Sponsored Link •
The notion of recording every piece of useful knowledge known to man has been a constant theme throughout history. The works of Aristotle or Plato are attempts at systematic and comprehensive description and categorization of all useful knowledge of their time. In the 18th century, Diderot and the other editors of the French Encyclopedia had a similar aim. Not surprising, the results span a great number of volumes. As with the Encyclopedia Britannica, no one expects to read such a work in its entirety. And, surely, these efforts had to limit themselves to the essential information, based on what the editors and writers considered useful at the time.
What we consider important today might not be so important in the future, and vice versa. The idea that we should record and make widely available every piece of information that can be captured first surfaced at the conclusion of World War II. At the time, scientists were pondering the fate of the large body of research produced in support of the war effort. Vannevar Bush, director of the Office of Scientific Research and Development, whose task it was to coordinate the work of all American scientists involved in wartime research, summarized the problem in his article "As We May Think," published in the July 1945 issue of the Atlantic Monthly:
The summation of human experience is being expanded at a prodigious rate, and the means we use for threading through the consequent maze to the momentarily important item is the same as was used in the days of square-rigged ships.
Bush suggests that scientific knowledge, or for that matter any knowledge, is only as valuable as it is shared with others. Therefore, devices should be constructed to record all scientific information.
One can now picture a future investigator in his laboratory. His hands are free, and he is not anchored. As he moves about and observes, he photographs and comments. Time is automatically recorded to tie the two records together. If he goes into the field, he may be connected by radio to his recorder. As he ponders over his notes in the evening, he again talks his comments into the record.
Thereafter, that information will be available through a special type of tool, which every person might possess:
Consider a future device for individual use, which is a sort of mechanized private file and library. It needs a name, and, to coin one at random, "memex" will do. A memex is a device in which an individual stores all his books, records, and communications, and which is mechanized so that it may be consulted with exceeding speed and flexibility. It is an enlarged intimate supplement to his memory.
As you probably recognize, the closest thing to "memex" is the Web. The Web is the universal information appliance, and thus, the most likely conduit to supply the large amounts of data needed to enable a "calm," unintrusive computing environment.
According to some estimates, the Web has been growing about tenfold each year. As I'm writing this, the Google search engine indicates that it knows about 1,346,966,000 Webpages. Assume that, on average, a Webpage contains 30 KB of information. Then, Google has access to something like 40 terabytes of data (or about 2.5 times the information stored in the Library of Congress in text format). Two years from now, it will likely be a gateway to more than four petabytes of information. (One terabyte is 1,000 gigabytes, and one petabyte is 1,000 terabytes.)
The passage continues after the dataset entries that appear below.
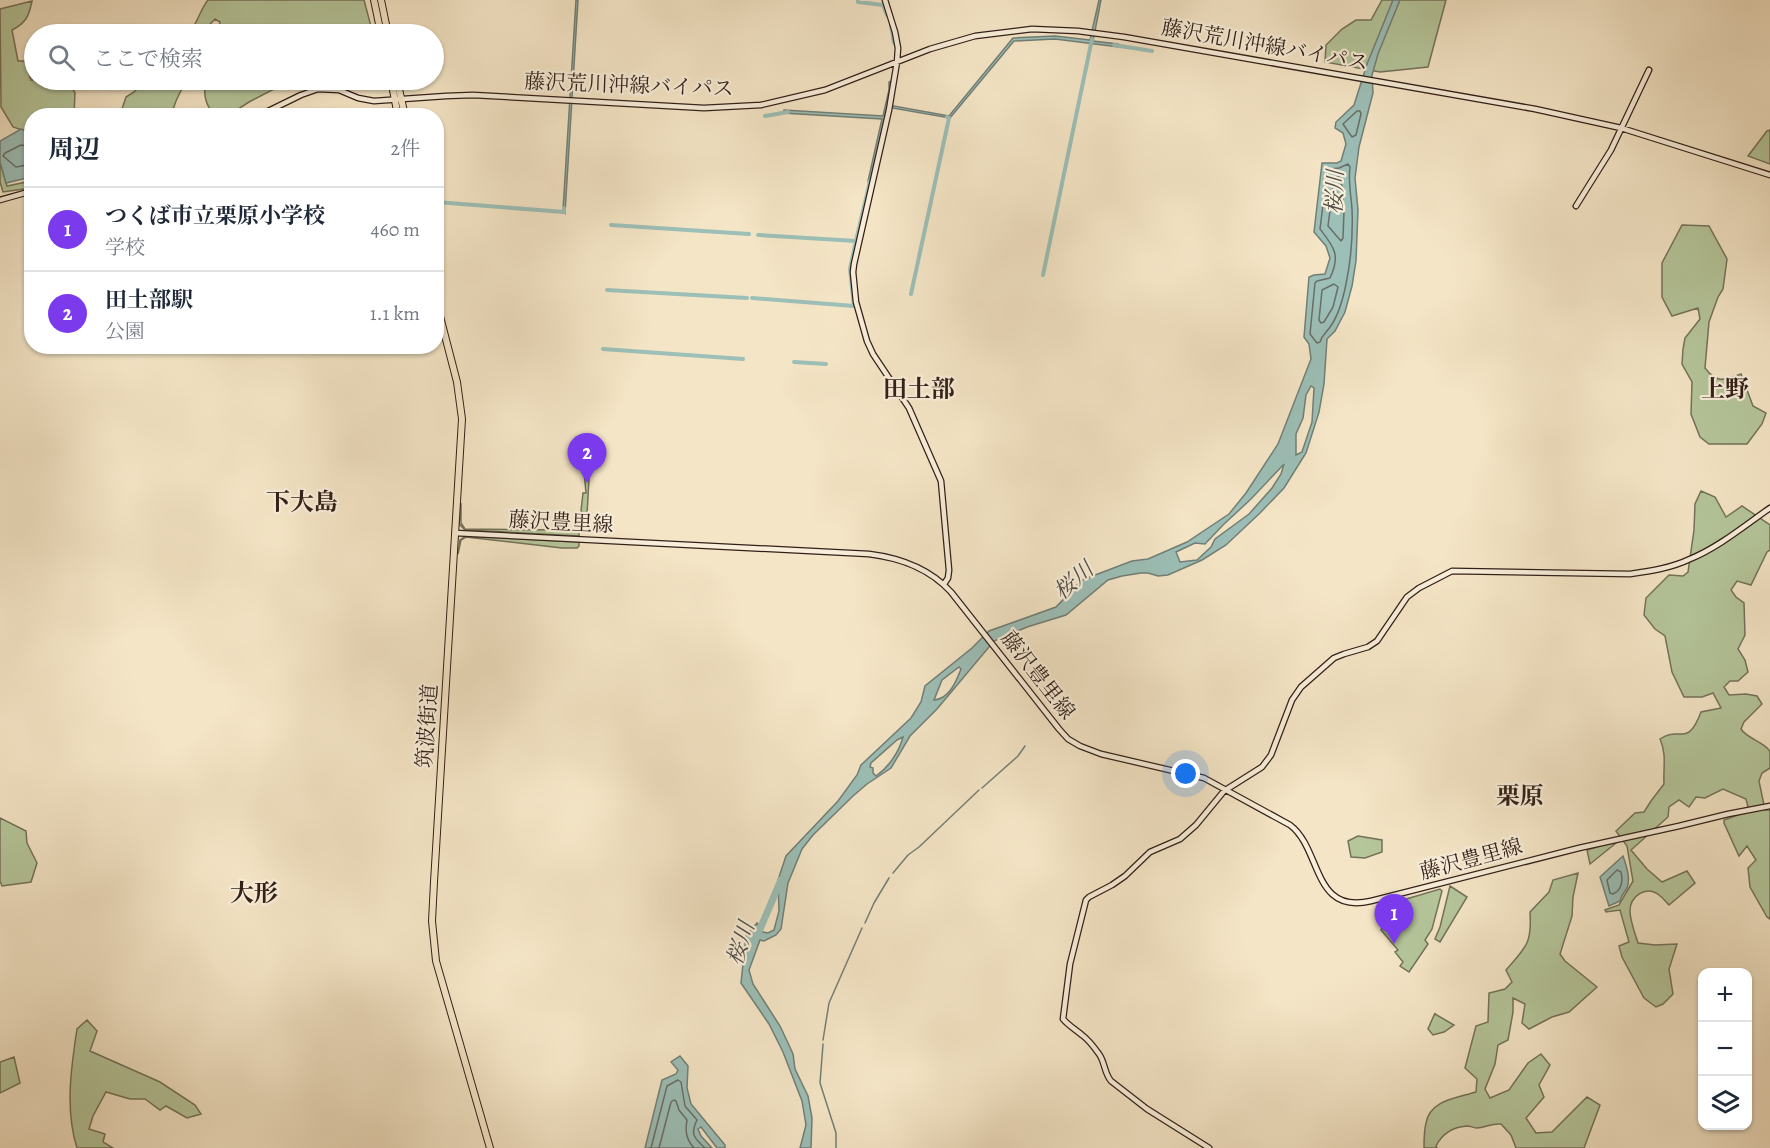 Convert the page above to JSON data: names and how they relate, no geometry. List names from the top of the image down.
{
  "streets": {
    "highway": ["筑波街道"],
    "main road": ["藤沢荒川沖線バイパス", "藤沢豊里線"]
  },
  "crossings": [
    ["藤沢豊里線", "筑波街道"]
  ],
  "districts": [
    "田土部",
    "上野",
    "下大島",
    "栗原",
    "大形"
  ],
  "water": ["桜川"],
  "page": {
    "search": "ここで検索",
    "heading": ["周辺", "2件"],
    "list": [
      {
        "mark": "1",
        "name": "つくば市立栗原小学校",
        "note": "学校",
        "value": "460 m"
      },
      {
        "mark": "2",
        "name": "田土部駅",
        "note": "公園",
        "value": "1.1 km"
      }
    ],
    "pins": ["2", "1"],
    "map_buttons": ["+", "−"]
  }
} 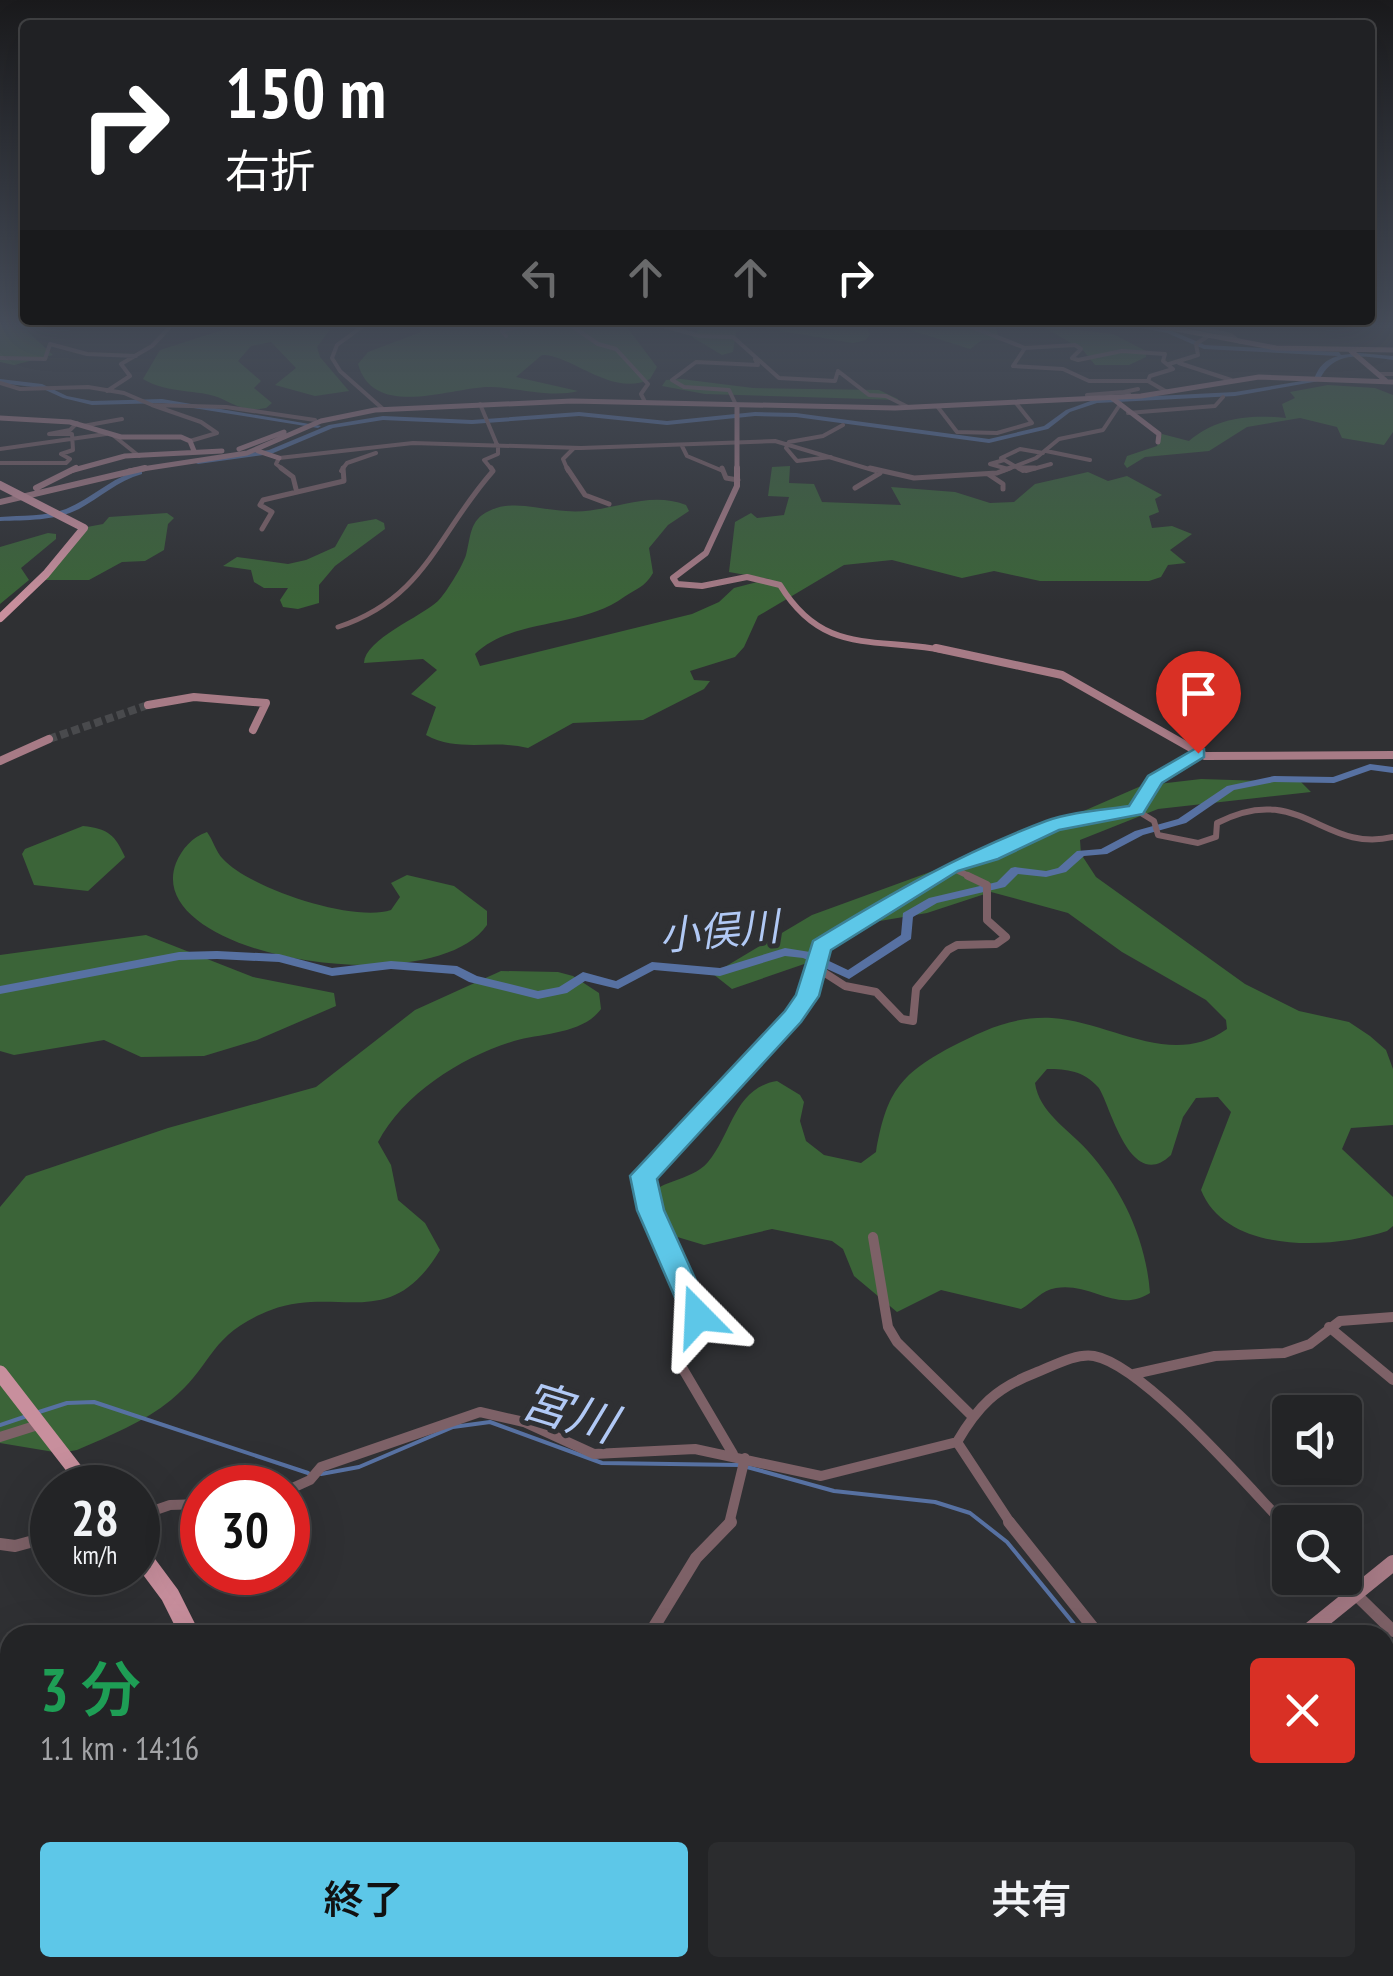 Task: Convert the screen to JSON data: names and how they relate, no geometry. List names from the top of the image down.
{
  "water": ["小俣川", "宮川"],
  "page": {
    "turn": ["150 m", "右折"],
    "speed": "28 km/h",
    "limit": "30",
    "heading": ["3 分", "1.1 km · 14:16"],
    "buttons": ["終了", "共有"]
  }
} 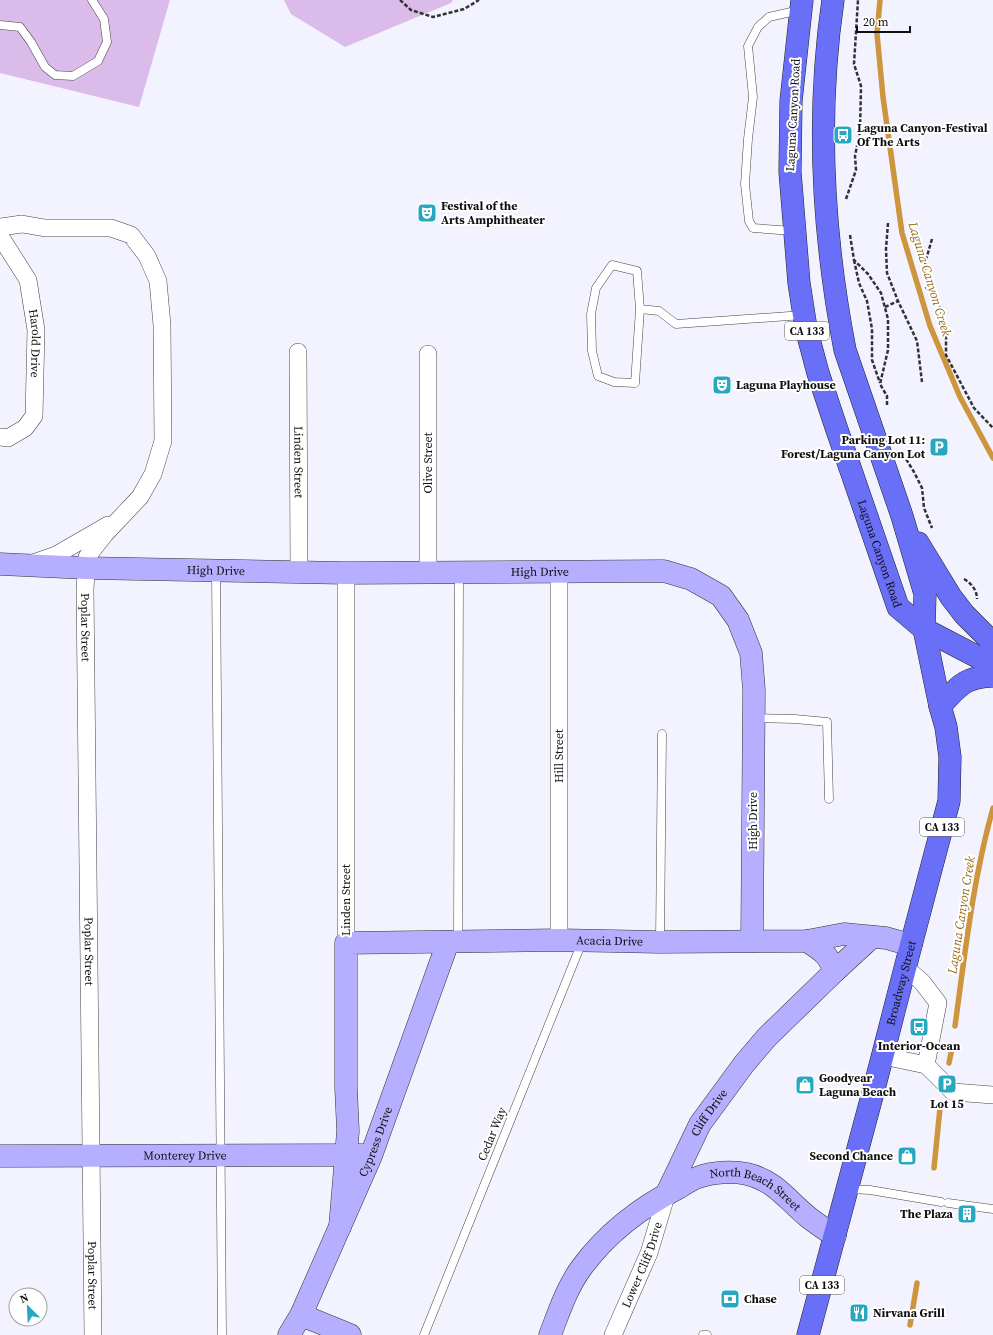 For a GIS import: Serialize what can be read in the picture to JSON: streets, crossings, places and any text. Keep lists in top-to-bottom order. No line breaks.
{"streets":{"main road":["Laguna Canyon Road","CA 133","Broadway Street"],"street":["Harold Drive","Linden Street","Olive Street","High Drive","Poplar Street","Hill Street","Acacia Drive","Cliff Drive","Cypress Drive","Monterey Drive","North Beach Street","Lower Cliff Drive"],"lane":["Cedar Way"]},"crossings":[["Laguna Canyon Road","CA 133"],["Laguna Canyon Road","Broadway Street"],["Linden Street","High Drive"],["Linden Street","Acacia Drive"],["Linden Street","Cypress Drive"],["Linden Street","Monterey Drive"],["Olive Street","High Drive"],["High Drive","Poplar Street"],["High Drive","Hill Street"],["High Drive","Acacia Drive"],["Poplar Street","Monterey Drive"],["Hill Street","Acacia Drive"],["Acacia Drive","Cliff Drive"],["Acacia Drive","Cedar Way"],["Acacia Drive","Cypress Drive"],["Broadway Street","North Beach Street"],["Cliff Drive","North Beach Street"],["Cliff Drive","Lower Cliff Drive"],["Cypress Drive","Monterey Drive"],["North Beach Street","Lower Cliff Drive"]],"water":["Laguna Canyon Creek"],"places":{"bus stop":["Laguna Canyon-Festival Of The Arts","Interior-Ocean"],"theatre":["Festival of the Arts Amphitheater","Laguna Playhouse"],"parking":["Parking Lot 11: Forest/Laguna Canyon Lot","Lot 15"],"shop":["Goodyear Laguna Beach","Second Chance"],"building":["The Plaza"],"bank":["Chase"],"restaurant":["Nirvana Grill"]},"scale_bar":"20 m","north":"top left"}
That's still not much, considering that already in 1999, about 300 petabytes worth of magnetic disk was sold. In "How Much Information Is There in the World?" Michael Lesk suggests that, if absolutely everything was recorded in digital media -- all the books, movies, music, conversations, as well as all human memory -- it would amount to a few thousand petabytes. Considering just the magnetic disks sold over the past few years, there already is enough storage to record everything.
Computer scientist David Gelernter, the inventor of space-based computing, which gave rise to technologies such as JavaSpaces, suggests that individuals and organizations start building their digital histories by saving every useful piece of information in a chronologically arranged "stream." Each item in the stream is fully indexed when it is added, and information can be organized on-the-fly into "substreams," based on content or on meta-information. As new information flows into the stream, it is automatically associated with the appropriate substreams. This idea already found its way into a commercial product, Scopeware. Figure 1 shows a browser-based window into a time-based stream via Scopeware's graphical user interface.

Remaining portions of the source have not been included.